Connor Woodman, 2 April 2019

[Part 1: 1968-75, From Grosvenor Square to Flying Pickets] [Part 3: 1998-99, Establishing the NPOIU

‘We must be prepared to deal with the problem of violent picketing … The only way to do this is to have a large, mobile squad of police who are equipped and prepared to uphold the law against the likes of the Saltley Coke-works mob.’

The Ridley Plan, 1977

‘The present PSU [Police Support Unit] provides for a tactical, self-contained, mobile unit which has achieved outstanding success.’

ACPO, ‘Policing Arrangements of the National Union of Mineworkers Dispute’, 1985

The 1980s marked a militarisation of the British police. Utilising the building blocks which had been laid in the 1970s, the Association of Chief Police Officers (ACPO) studied the early 1980s urban riots and tested its assortment of new tactics and institutions fully during the 1984-1985 Miners’ Strike. The lessons ACPO drew from the Miners’ Strike would help propel the Association closer to establishing the National Public Order Intelligence Unit (NPOIU), the UK-wide undercover infiltration squad founded in 1999.

1980-1981 Riots

In Bristol, then Brixton a year later, spreading to Southall, Toxteth, Moss Side and 30 other towns and cities, young people – often ethnic minorities – vented their anger at police in sustained confrontations during the first two years of the 1980s. Unemployment, racism and heavy police harassment all contributed to the combustion.
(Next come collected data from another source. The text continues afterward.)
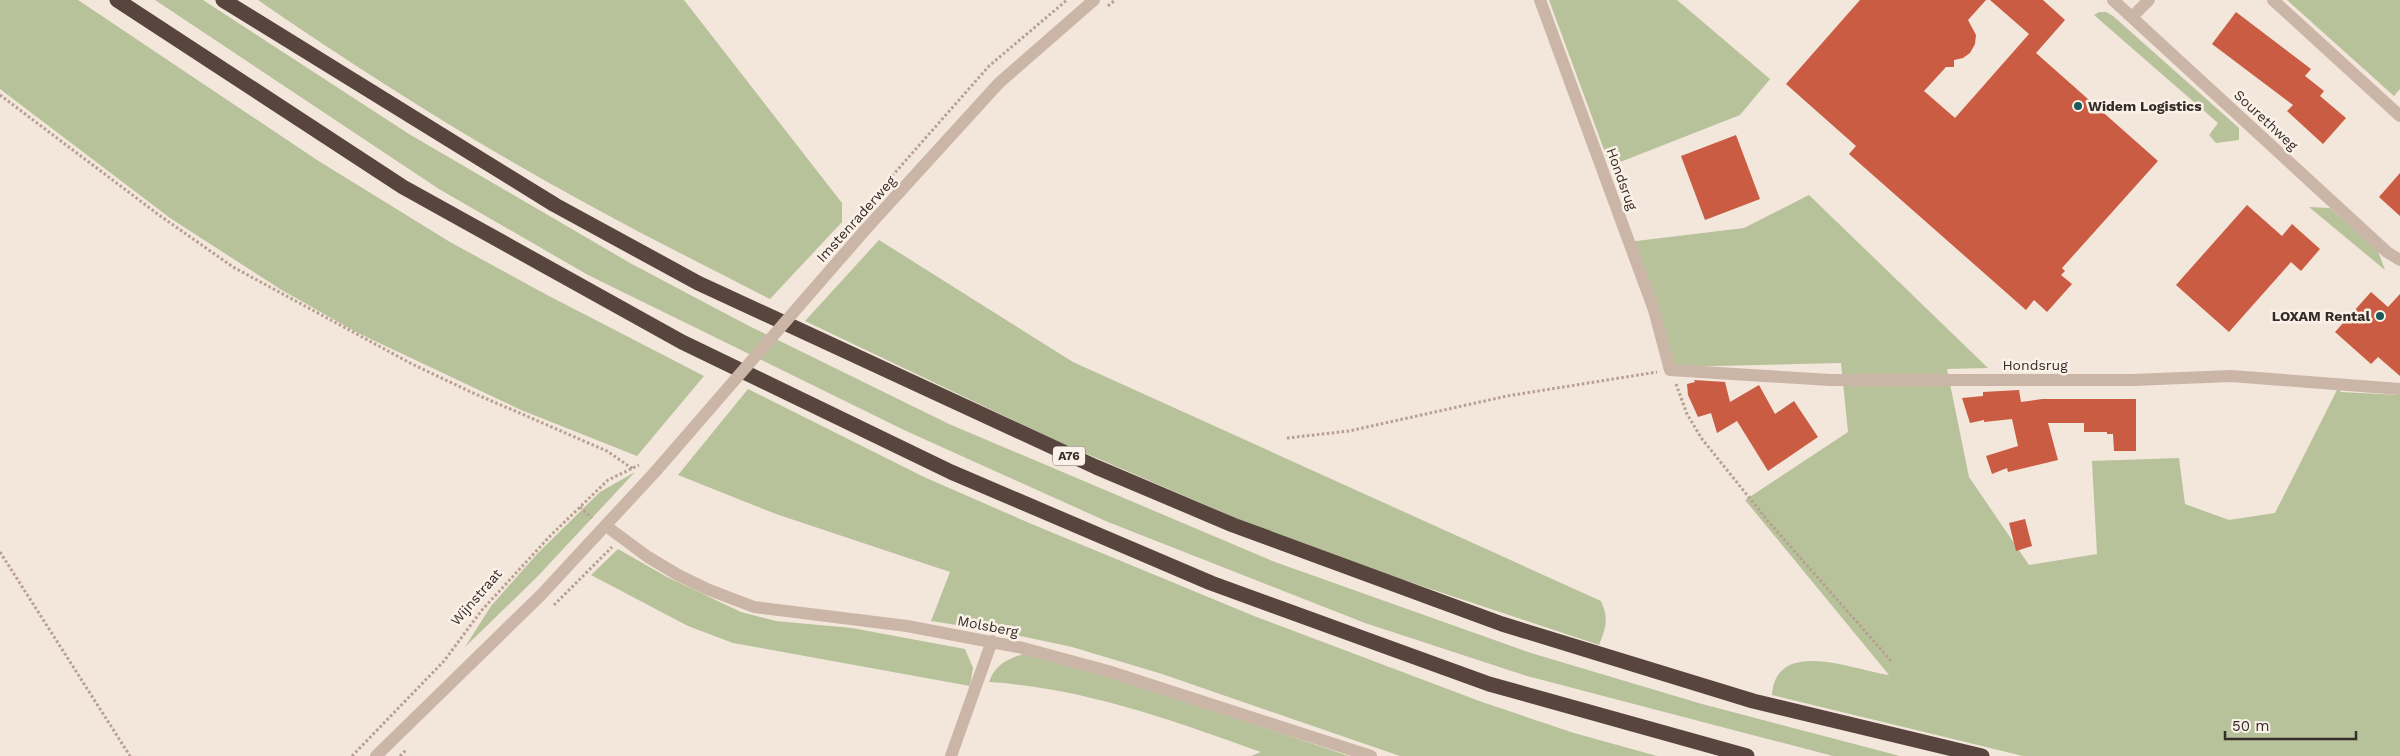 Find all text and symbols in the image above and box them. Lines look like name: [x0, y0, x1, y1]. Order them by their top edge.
street label: Sourethweg: [2231, 87, 2301, 154]
place label: Widem Logistics: [2088, 98, 2202, 114]
marker: Widem Logistics: [2072, 100, 2084, 112]
street label: Hondsrug: [1603, 146, 1641, 213]
street label: Imstenraderweg: [813, 172, 899, 265]
place label: LOXAM Rental: [2272, 308, 2370, 324]
marker: LOXAM Rental: [2374, 310, 2386, 322]
street label: Hondsrug: [2002, 357, 2068, 373]
road number: A76: [1053, 446, 1085, 466]
street label: Wijnstraat: [447, 565, 505, 629]
street label: Molsberg: [956, 612, 1020, 640]
scale bar: [2225, 708, 2356, 740]
text: 50 m: [2232, 717, 2269, 735]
Police forces were temporarily forced out of whole neighbourhoods and, as a report from the Institute of Race Relations put it shortly afterwards, ‘police capacity was stretched to its limits … The actions of black youth on the streets destroyed at a stroke the myth of police invincibility’.[1] ‘The police system of “mutual aid” … was in tatters, so widespread was the “rioting”’.[2]
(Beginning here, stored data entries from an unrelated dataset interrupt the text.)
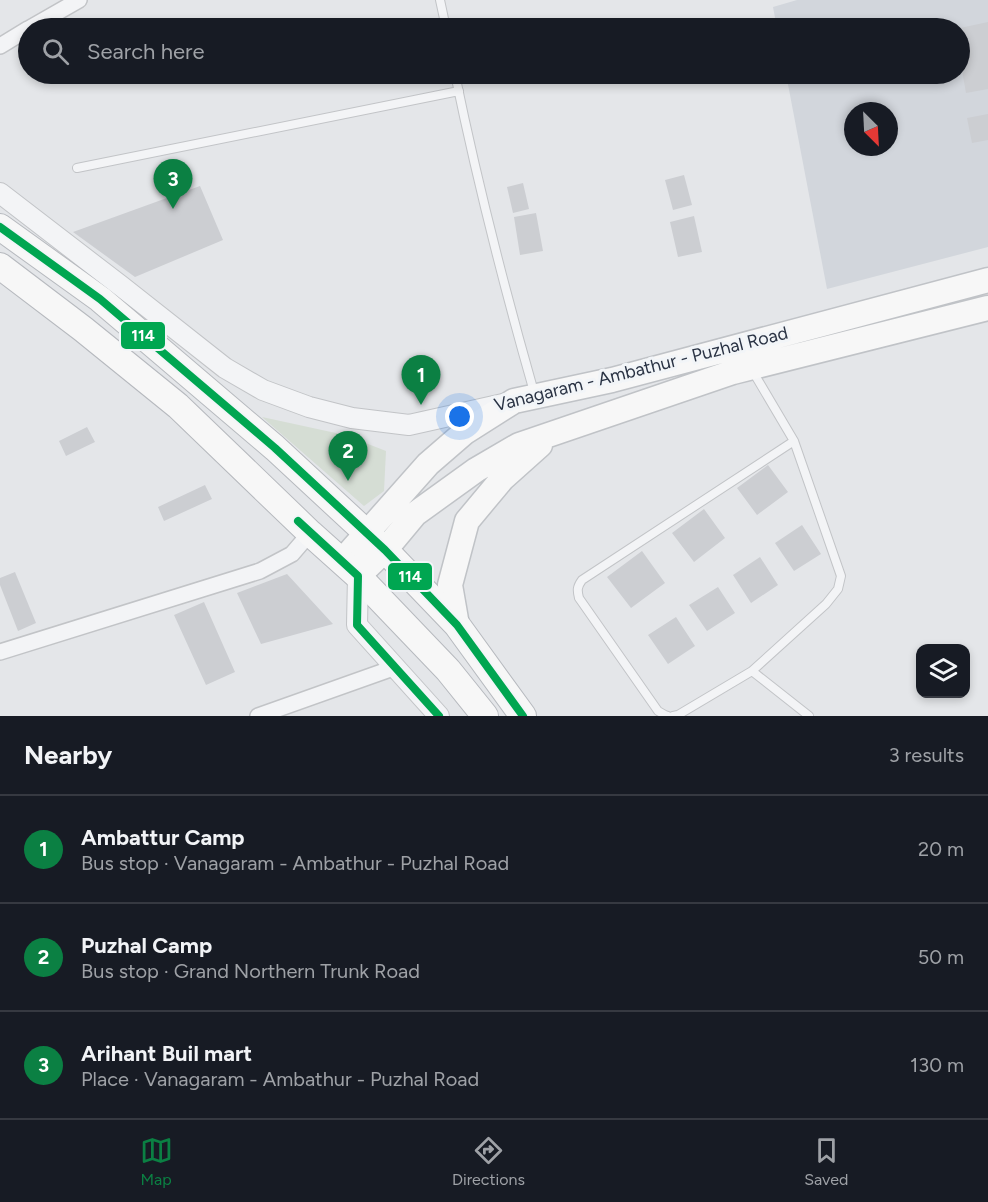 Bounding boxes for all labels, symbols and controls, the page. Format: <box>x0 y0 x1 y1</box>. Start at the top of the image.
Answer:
search box <box>18 18 970 84</box>
icon: search <box>39 35 72 68</box>
text: Search here <box>87 38 205 65</box>
north arrow <box>844 102 898 156</box>
pin: 3 <box>154 160 192 209</box>
line badge: 114 <box>120 321 166 350</box>
street label: Vanagaram - Ambathur - Puzhal Road <box>492 322 790 416</box>
text: 114 <box>131 326 155 345</box>
pin: 1 <box>402 356 440 405</box>
your location <box>445 402 474 431</box>
pin: 2 <box>328 432 368 481</box>
line badge: 114 <box>387 562 433 591</box>
text: 114 <box>398 567 422 586</box>
map controls <box>916 644 970 698</box>
button: layers <box>916 644 970 698</box>
text: Nearby <box>24 739 112 771</box>
text: 3 results <box>889 743 964 767</box>
text: Ambattur Camp <box>81 824 245 851</box>
text: 1 <box>39 837 48 861</box>
text: 20 m <box>918 837 964 861</box>
text: Bus stop · Vanagaram - Ambathur - Puzhal Road <box>81 851 509 875</box>
text: Puzhal Camp <box>81 932 212 959</box>
text: 2 <box>38 945 49 969</box>
text: 50 m <box>918 945 964 969</box>
text: Bus stop · Grand Northern Trunk Road <box>81 959 420 983</box>
text: Arihant Buil mart <box>81 1040 252 1067</box>
text: 3 <box>38 1053 49 1077</box>
text: 130 m <box>910 1053 964 1077</box>
text: Place · Vanagaram - Ambathur - Puzhal Road <box>81 1067 479 1091</box>
tab: Map <box>140 1134 173 1189</box>
tab: Directions <box>452 1134 525 1189</box>
tab: Saved <box>804 1134 848 1189</box>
The experience made a deep mark upon the police service, and ACPO was determined to do what it could to prevent a repeat. As the ACPO Training Committee put it in 1987, ‘Riot is distinct from other crime, representing open and sustained hostility to law enforcement and can be said to be the ultimate test of policing’. In 1990, a video of the riots was still being played at an ACPO conference to instil fear in the attendant chief police officers.

Through their spontaneity, militancy and unpredictability, the uprisings of marginalised black and other working class people struck fear in the heart of the police and spurred further innovations in public order management and riot control. In 1986, Chief Constable of Humberside Police, David Hall, stated in an internal ACPO report: ‘New strategies and new tactics had to be devised … the need for flexibility and adaptation was a strong feature of national contingency plans. The street disorders of 1981 were the catalyst for a new approach to policing disorder‘.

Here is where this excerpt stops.